# Just Loaded The Kiln



## Allen Tomaszek (Dec 11, 2010)

Noticed that there hasn't been a new thread in a few days so I thought I'd post my most recent load of hardwood going in the kiln just yesterday. All of this wood was sawn over the past summer and air dried first. Nice 16"-17"wide Ash, Hard Maple that's mostly 10" -16" wide, some nice Walnut 18"-24" wide and a handful of Soft Maple sets. All were from urban recovered logs. Enjoy the pics.


----------



## ETWW (Mar 27, 2011)

Nice lumber.

Your stickers look a little thin.


----------



## DeanK (Jun 21, 2013)

Allen! I didn't know you were on here. Small world! I've bought wood from you a couple times now and have been learning a lot with that wood and some help from the members here. Man, I'm hoping to get my hands on some of that walnut when it's ready.


----------



## Allen Tomaszek (Dec 11, 2010)

Hi Dean! It is indeed a very small world. Nice to see you here on the forum. There's a lot to learn and the people here are very nice. The Walnut in the pictures is from a short 4' log that was left over from a big 30" diameter Walnut I picked up last summer. I got an 8' and a 4' piece out of it. The 8' portion is still air drying. I have a lot of 8/4 Walnut that's already dry. Some are regular boards and some are live edge slabs. 
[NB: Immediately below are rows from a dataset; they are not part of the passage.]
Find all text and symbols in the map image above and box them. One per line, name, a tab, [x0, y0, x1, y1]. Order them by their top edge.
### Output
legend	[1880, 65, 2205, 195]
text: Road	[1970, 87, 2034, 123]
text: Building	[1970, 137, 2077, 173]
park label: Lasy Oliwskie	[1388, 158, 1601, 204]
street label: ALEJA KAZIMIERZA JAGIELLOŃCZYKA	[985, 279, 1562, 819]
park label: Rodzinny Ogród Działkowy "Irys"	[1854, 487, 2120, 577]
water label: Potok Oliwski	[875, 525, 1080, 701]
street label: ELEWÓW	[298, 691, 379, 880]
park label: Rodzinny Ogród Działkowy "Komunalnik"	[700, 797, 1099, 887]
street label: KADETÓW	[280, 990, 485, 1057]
ETWW nothing gets by you!... The stickers are 3/4" x 1 1/2". A lot of people use 1" x 1" to promote better air flow but I've never had issues with 3/4". I think if I were going to have wider stacks I'd move to 1" stickers but most of my material gets stickered in 24" to 36" wide stacks so air flow tends not to be an issue for me.


----------



## Tennessee Tim (Dec 15, 2010)

WOW!!! I'm glad someone's drying/cutting....LOL. Thanks for the info the other eve....WELL taken!!!!

What...is that pink I'm seeing??? Mmmmm been there!!! How's the air circulation working in that layout??? I'm not jeolus of the hand loading, that's why I ended up with a track and carraige.
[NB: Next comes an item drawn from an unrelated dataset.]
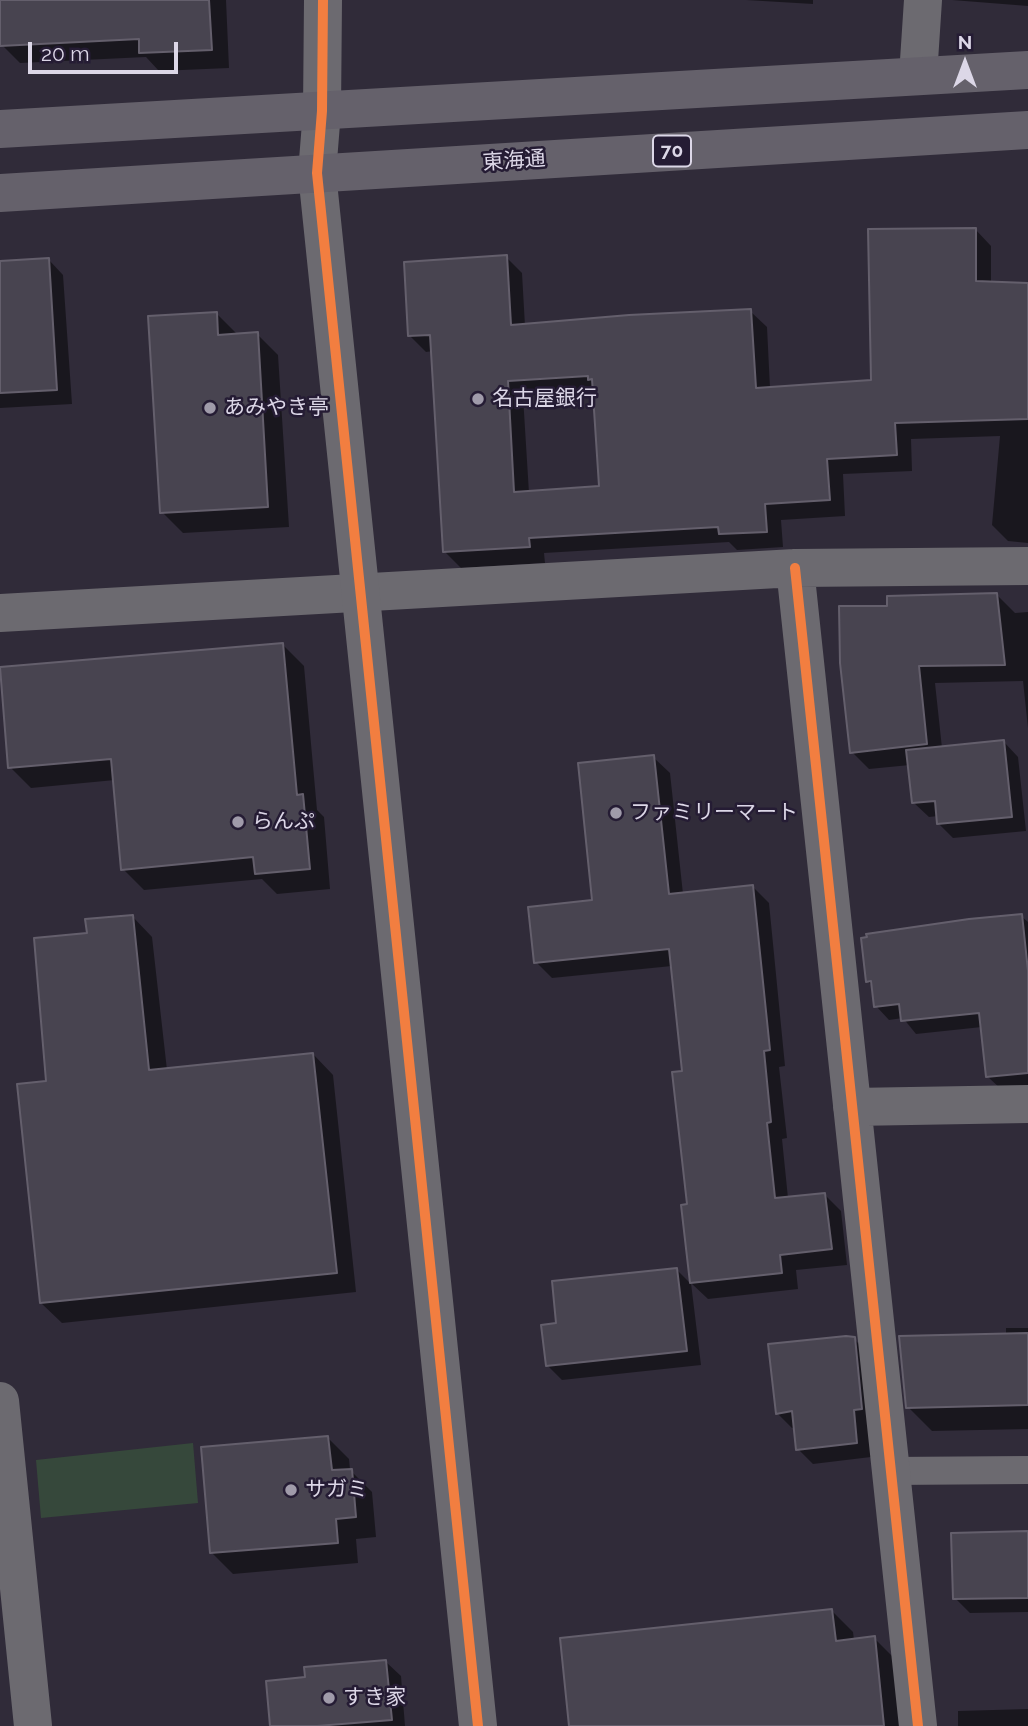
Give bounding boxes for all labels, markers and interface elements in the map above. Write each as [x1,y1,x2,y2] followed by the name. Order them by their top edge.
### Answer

As always...KEEP up the GREAT work!!!! and don't forget the pictures!!


----------



## Tennessee Tim (Dec 15, 2010)

You mean I've been using the wrong stickers this whole time??? LOL...I haven't had any issues thus far either.


----------



## Allen Tomaszek (Dec 11, 2010)

Hi Tim. It was great talking to you the other night. I try to work all winter to keep things flowing but it's a little slower going depending on how cold it gets. I don't mind the hand loading. It gives me an opportunity to take a look at the individual boards to see if I'm wrecking anything. Can't wait for this batch to be dry. I could have sold the Ash a couple of times now if it was dry.


----------



## ETWW (Mar 27, 2011)

Allen Tomaszek said:


> ETWW nothing gets by you!... The stickers are 3/4" x 1 1/2".


 The 1 1/2" width made them look thinner, I guess. I use 3/4", too.

Again, that's some very good looking lumber.


----------



## Post Oakie (Aug 20, 2013)

That's a beautiful load. Hope they stay flat. I was wondering about the air circulation, too. Do you use a dehumidifier?


----------



## Da Aardvark (Oct 11, 2012)

Allen, where s your kiln located?
Did you finally move out of Milwaukee?

Nice load.


----------



## MidGAOutdoor (Apr 7, 2011)

That's quite a load.


----------



## Allen Tomaszek (Dec 11, 2010)

Post Oakie... Yes. I use a dehumidifier with this set up and 3 fans. I usually don't have issues with the boards drying flat because I air dry first down to about 25% before putting them in the kiln.

Aardvark...didn't move but I still operate two sites. One is north of Milwaukee about 30 minutes and that's where I keep the kiln. How's Ashville treating you?

MidGA...it's about 1000bf. Pretty nice load.


----------



## Da Aardvark (Oct 11, 2012)

All is well Allen.


----------



## ibpdew (Nov 18, 2012)

Beautiful load of wood. I've not sawn a log since last fall as I am a "fair weather" sawyer......:yes:


----------